In all calculations, we diabatically follow configurations, i.e., we always occupy orbitals with given single-particle characteristics, irrespectively of whether they cross with the other orbitals or not. This is technically easy if crossings involve orbitals of different parity/signature blocks, but special techniques [36] must be used in self-consistent methods, to diabatically follow configurations which cross within the common parity/signature blocks. Those crossings are particularly interesting because they usually give rise to an up-bending or back-bending structures, and are thus important for the experimental identification of the underlying structures.
In the present study we separate the diabatic configurations by proceeding as follows. If, in the positive-parity orbitals, a particle ``switches on and off'' from the occupation of one orbital to another, we force an occupation of the state that has a larger single-particle alignment, independently of whether it is slightly higher or lower in energy. In the present case this implies that we always force the particle into the [211]1/2 orbital and leave the extruder orbital [202]5/2 empty. Incidentally, by occupying the state that has a smaller alignment, at the end of a successful iteration sequence we obtain a markedly different solution, with much smaller deformations, i.e., the fact that two configurations mix does not imply that both manifest all the same physical properties in this case.
A rich collection of the experimental data on the back-bending and up-bending phenomena that exist today in the literature has been interpreted in terms of the theoretical single-particle configurations followed according to the diabatic scheme. Whether the experimental bands exist that follow an adiabatic scheme is an open question, and an unambiguous (while anyway model depended) demonstrations are very difficult. On the theory grounds, this question cannot be settled within a mean-field approach. Therefore, our approach to follow diabatic configurations is dictated by the fact that a great majority of the high spin data has been interpreted accordingly.
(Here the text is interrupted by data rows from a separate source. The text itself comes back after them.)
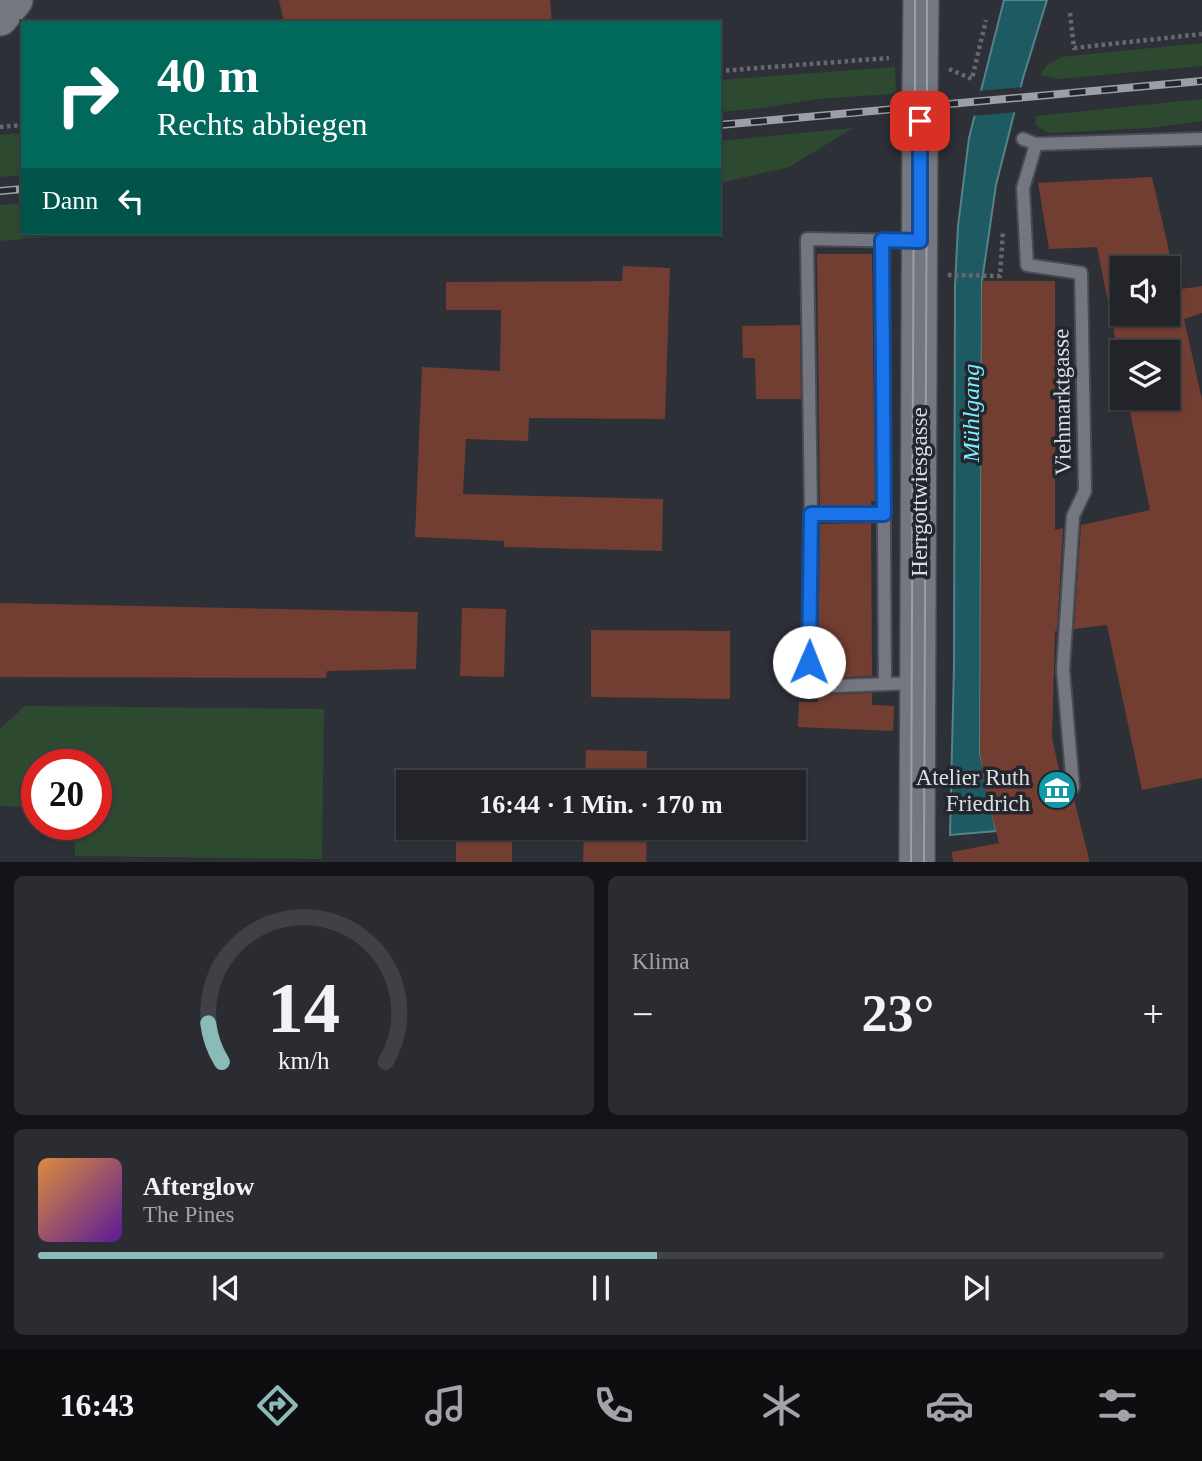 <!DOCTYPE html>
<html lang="de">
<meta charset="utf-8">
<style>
body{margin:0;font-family:Georgia,serif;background:#2a2c31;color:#f1f3f6;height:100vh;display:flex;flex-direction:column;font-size:26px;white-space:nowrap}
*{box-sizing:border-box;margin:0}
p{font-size:23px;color:#a2a4a8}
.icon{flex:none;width:38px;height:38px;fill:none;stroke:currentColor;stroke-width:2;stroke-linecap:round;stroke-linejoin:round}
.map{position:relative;height:862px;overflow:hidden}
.side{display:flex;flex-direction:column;gap:14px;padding:14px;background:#131417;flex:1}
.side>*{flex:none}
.hud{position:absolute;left:21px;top:21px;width:700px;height:214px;border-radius:0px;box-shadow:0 2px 5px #0004,0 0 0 2px #3f4146;background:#00695c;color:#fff;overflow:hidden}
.controls{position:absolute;left:1110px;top:256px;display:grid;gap:14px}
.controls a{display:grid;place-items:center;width:70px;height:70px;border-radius:0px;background:#222429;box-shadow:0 2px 5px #0004,0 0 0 2px #3f4146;font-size:35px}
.speed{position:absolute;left:21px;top:749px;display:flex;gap:14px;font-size:35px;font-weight:700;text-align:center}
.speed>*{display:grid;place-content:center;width:91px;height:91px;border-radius:50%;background:#222429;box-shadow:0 2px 5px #0004,0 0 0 2px #3f4146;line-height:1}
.speed .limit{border:10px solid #d22;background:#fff;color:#111}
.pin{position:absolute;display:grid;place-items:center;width:60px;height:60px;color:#fff;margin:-30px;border-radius:14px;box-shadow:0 4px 10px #0006}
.me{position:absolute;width:77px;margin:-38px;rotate:1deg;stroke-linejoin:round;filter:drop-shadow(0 0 5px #0008)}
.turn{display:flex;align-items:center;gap:24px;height:147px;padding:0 21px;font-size:32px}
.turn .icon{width:91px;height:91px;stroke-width:2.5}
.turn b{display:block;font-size:49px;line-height:60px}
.then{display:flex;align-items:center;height:66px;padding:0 21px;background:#0003;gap:14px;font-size:26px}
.big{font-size:52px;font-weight:700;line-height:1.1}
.side .widget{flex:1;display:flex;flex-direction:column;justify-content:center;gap:10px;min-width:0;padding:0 24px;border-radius:10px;background:#2a2c31}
.side .dial{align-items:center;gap:0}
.dial svg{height:182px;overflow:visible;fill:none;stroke:#3f4146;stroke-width:7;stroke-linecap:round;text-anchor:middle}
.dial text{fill:#f1f3f6;stroke:none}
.song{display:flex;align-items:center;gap:21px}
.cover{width:84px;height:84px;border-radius:10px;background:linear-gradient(135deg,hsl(30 70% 55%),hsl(270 70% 35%))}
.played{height:7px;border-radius:4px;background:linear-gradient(90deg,#8bbbb9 55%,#3f4146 55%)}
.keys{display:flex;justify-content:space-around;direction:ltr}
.heat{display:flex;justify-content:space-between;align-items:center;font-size:38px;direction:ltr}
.side .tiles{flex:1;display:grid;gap:14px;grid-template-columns:1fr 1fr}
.widget:last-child{grid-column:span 2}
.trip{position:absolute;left:396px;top:770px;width:410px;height:70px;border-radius:0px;background:#222429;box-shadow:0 2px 5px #0004,0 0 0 2px #3f4146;font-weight:700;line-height:70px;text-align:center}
.dock{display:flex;height:112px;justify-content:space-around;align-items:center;background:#0e0e10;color:#a2a4a8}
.dock .icon{width:49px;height:49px}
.dock .selected{color:#8bbbb9}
.dock b{font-size:32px;color:#f1f3f6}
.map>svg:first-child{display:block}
.green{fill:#2d4a31}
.water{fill:#1d5a62;stroke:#568289;stroke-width:2}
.pier{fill:#2d3037}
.building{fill:#733e32}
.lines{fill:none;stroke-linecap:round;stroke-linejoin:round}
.lane-casing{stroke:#494b52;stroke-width:16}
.secondary-casing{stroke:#494b52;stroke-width:38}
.path{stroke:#65686e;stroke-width:4.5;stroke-dasharray:3.5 3.5;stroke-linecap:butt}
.lane{stroke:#747780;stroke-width:12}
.secondary{stroke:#747780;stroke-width:35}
.tram{stroke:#9d9fa5;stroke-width:2}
.rail-casing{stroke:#9d9fa5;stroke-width:8}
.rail{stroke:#23262d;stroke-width:5;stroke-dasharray:16;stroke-linecap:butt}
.route-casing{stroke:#114b97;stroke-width:18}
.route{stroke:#1a73e8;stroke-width:12}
.labels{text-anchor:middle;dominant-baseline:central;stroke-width:7;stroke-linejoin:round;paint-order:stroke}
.street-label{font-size:23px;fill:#dcdee3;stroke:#23262d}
.poi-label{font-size:23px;fill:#dcdee3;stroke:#23262d;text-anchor:end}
.water-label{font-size:24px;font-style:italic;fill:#7bf0ff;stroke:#23262d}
</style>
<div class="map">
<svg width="1202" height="863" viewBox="0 0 1202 863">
<rect width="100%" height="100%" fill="#2d3037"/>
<path class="green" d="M1202 43V66L1058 79 1040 75 1047 65 1061 57Z
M895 67 896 91 892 94 816 99 763 108 719 112V80Z
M1202 99V121L1149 128 1049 133 1035 125 1036 116Z
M853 128 789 167 719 183V141Z
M23 133V175L0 177V135Z
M23 203V233H102L0 241V205Z
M25 706 324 709 322 859 75 856V824H96V765H37V807L0 806V729Z"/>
<path class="water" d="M1004 0H1047L1023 78 996 185 982 281 980 753 996 831 950 835 954 666 955 286 958 226 969 138Z"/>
<path class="pier" d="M1024 87 1018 112 971 116 977 91Z"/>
<path class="building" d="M279 0H550L552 23H284Z
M1152 177 1173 268H1122V313H1167V291L1202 286V313L1184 319 1202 400V778L1142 790 1107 625 1074 629 1081 525 1150 510 1127 397H1167V352H1118L1097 247 1049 249 1038 183Z
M817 254H872L875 501H871V505L820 506Z
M623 266 670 268 665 419 529 418 528 441 466 439 463 494 663 499 662 551 504 547V541L415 537 422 367 500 371 501 310H446V282L622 281Z
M982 281H1055V530L1063 528 1057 631H1055L1052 738 1066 801 1074 799 1090 863H953L952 852 999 843 986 792 980 753Z
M800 325 801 399H756L755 358H743L742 326Z
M871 523 872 676 818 678 820 524Z
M0 603 418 612 416 669 327 671 326 678 0 677Z
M462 608 506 609 504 677 460 676Z
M591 630 730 631V699L591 697Z
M872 693V705L894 706 893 731 798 727 799 702H818V695Z
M586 750 647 751 646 782H585Z
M456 828H512V863H456Z
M584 828H647L646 863H583Z"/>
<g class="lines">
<defs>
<path id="lane" d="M1023 139 1036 144 1202 139
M1036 144 1023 188 1027 265 1081 273 1085 491 1073 516 1063 670 1073 787
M882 240 885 684
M916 241 807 239 811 515 809 687 916 683
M811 515 884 514"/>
<path id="secondary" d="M0 18 15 0
M920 92 921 0
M917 863 920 121"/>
</defs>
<use href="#lane" class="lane-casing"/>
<use href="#secondary" class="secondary-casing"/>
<path class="path" d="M1070 13 1074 48 1202 34
M949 69 972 79 986 20
M719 71 889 58
M0 127 23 125
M948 275 1000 276 1003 231"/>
<use href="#lane" class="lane"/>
<use href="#secondary" class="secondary"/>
<path class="tram" d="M915 92V0
M927 93V0
M911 863 914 122
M924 863 927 120"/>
<defs>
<path id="rail" d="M719 125 1202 81
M0 191 23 189"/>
</defs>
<use href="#rail" class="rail-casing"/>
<use href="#rail" class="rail"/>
</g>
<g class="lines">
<defs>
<path id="route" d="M809 662 811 514H884L882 240 920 241V121"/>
</defs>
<use href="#route" class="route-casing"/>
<use href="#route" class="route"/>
</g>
<defs>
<symbol id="museum-disc" viewBox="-11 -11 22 22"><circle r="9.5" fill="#0f9aa8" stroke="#23262d"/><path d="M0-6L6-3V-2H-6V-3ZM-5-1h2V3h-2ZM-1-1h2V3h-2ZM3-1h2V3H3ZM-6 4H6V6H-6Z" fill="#fff"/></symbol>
</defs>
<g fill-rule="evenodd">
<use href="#museum-disc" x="1035" y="768" width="44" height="44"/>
</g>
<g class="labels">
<g class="street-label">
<text transform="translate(1062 402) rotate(-91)">Viehmarktgasse</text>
<text transform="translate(919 492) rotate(-90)">Herrgottwiesgasse</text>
</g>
<g class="poi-label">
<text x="1030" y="777">Atelier Ruth<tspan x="1030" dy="26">Friedrich</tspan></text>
</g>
<g class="water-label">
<text transform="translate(971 413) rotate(-90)">Mühlgang</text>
</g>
</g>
</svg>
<div class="controls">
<a><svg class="icon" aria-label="sound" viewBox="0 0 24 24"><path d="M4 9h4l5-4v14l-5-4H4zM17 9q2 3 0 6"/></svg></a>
<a><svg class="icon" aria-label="layers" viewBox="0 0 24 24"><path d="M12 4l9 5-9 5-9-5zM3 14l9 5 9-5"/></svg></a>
</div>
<div class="speed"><div class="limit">20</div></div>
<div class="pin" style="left:920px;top:121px;background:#d93025"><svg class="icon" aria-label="arrive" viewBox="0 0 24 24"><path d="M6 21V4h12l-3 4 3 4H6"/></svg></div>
<svg class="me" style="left:809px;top:662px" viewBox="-20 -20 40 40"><circle r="19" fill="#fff"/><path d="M0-13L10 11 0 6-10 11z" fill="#1a73e8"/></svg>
<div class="trip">16:44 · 1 Min. · 170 m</div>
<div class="hud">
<div class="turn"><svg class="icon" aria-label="right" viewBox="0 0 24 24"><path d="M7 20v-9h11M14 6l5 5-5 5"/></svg><div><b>40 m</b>Rechts abbiegen</div></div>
<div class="then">Dann<svg class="icon" aria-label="left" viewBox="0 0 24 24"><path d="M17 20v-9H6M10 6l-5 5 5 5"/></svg></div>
</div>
</div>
<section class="side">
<div class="tiles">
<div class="widget dial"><svg viewBox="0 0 100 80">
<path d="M14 69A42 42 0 1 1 86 69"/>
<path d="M14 69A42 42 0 0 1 8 52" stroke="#8bbbb9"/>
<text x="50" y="56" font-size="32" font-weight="700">14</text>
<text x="50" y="72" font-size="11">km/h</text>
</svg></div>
<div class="widget"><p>Klima</p>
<div class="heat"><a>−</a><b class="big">23°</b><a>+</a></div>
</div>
<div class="widget">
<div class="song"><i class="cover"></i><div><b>Afterglow</b><p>The Pines</p></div></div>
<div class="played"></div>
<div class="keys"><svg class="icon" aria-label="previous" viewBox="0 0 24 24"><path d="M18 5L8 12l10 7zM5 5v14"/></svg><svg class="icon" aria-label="pause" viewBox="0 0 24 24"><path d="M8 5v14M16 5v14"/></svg><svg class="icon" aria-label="next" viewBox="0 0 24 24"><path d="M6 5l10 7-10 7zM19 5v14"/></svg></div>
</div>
</div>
</section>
<nav class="dock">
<b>16:43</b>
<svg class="icon selected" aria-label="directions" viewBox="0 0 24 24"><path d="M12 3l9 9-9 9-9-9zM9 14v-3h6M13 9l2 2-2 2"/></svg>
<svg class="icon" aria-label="music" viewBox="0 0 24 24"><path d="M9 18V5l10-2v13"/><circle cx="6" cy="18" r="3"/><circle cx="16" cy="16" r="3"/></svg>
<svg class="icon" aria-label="phone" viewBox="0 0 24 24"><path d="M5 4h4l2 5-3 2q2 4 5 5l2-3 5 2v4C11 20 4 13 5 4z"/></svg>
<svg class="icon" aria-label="climate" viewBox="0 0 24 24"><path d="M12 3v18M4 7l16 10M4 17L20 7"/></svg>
<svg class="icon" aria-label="car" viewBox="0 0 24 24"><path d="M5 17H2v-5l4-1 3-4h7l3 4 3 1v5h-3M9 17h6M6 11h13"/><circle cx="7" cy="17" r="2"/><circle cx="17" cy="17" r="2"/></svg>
<svg class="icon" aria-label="filters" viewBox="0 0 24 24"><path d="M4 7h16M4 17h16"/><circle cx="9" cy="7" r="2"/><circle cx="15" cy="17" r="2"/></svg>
</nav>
In case of need demonstrated by future experiments, our present results could immediately be used as a first step in the band-band mixing calculations.
By examining the routhian diagrams obtained self-consistently at a fixed particle-hole configuration, as, e.g., those shown in Figs. 1 and 2, one cannot predict crossings which may happen in some other configuration. This is especially true in 32S, where different configurations correspond to fairly different deformations, see Sec. 4.2, and therefore, may involve significantly different ordering of orbitals. As an example, in Figs. 4 and 5 we present neutron routhians corresponding to the self-consistently calculated 31-31- and 31+31+bands, respectively. Since these configurations produce deformations significantly smaller than that of the magic SD configuration, the (empty) extruder orbitals [202]5/2(r=) are here much lower in energy, and strongly mix with the (occupied) [211]1/2(r=) orbitals. In these configurations, the signature splitting is very large, and strongly depends on the actual configuration, see discussion in Sec. 4.4. Therefore the order of routhians in the 31+31+ configuration (Fig. 5) is entirely different from that in the 31-31- configuration (Fig. 4) and leads to very strong mixing and level repulsion at and near the crossing frequency in the latter case.
We can easily identify the crossing regions by the simple fact that the HF iterations are poorly convergent, or non-convergent there [36]. This concerns only those methods of solving the HF equations, which are based on successive diagonalizations of the mean-field Hamiltonian. The gradient method and the imaginary-time method [39], always arrive at the smallest-energy solution, and do converge. However, the obtained solutions simply correspond to one of the infinitely many possible mixed-orbital solutions, with the same or very close energy, and consequently, those methods do not cure the problem, but allow for not seeing it.
We have made every possible effort to achieve convergence of all configurations at all angular frequencies, however, in several cases it turned out not to be possible. This is the case, for example, for the 31+31+ band at =1.0-1.4MeV; the non-convergence here results in an irregular behavior of routhians in Fig. 2. In the following, we show energies corresponding to the non-converged points along with the well-converged ones, however, we remove points corresponding to non-converged solutions from plots of other observables.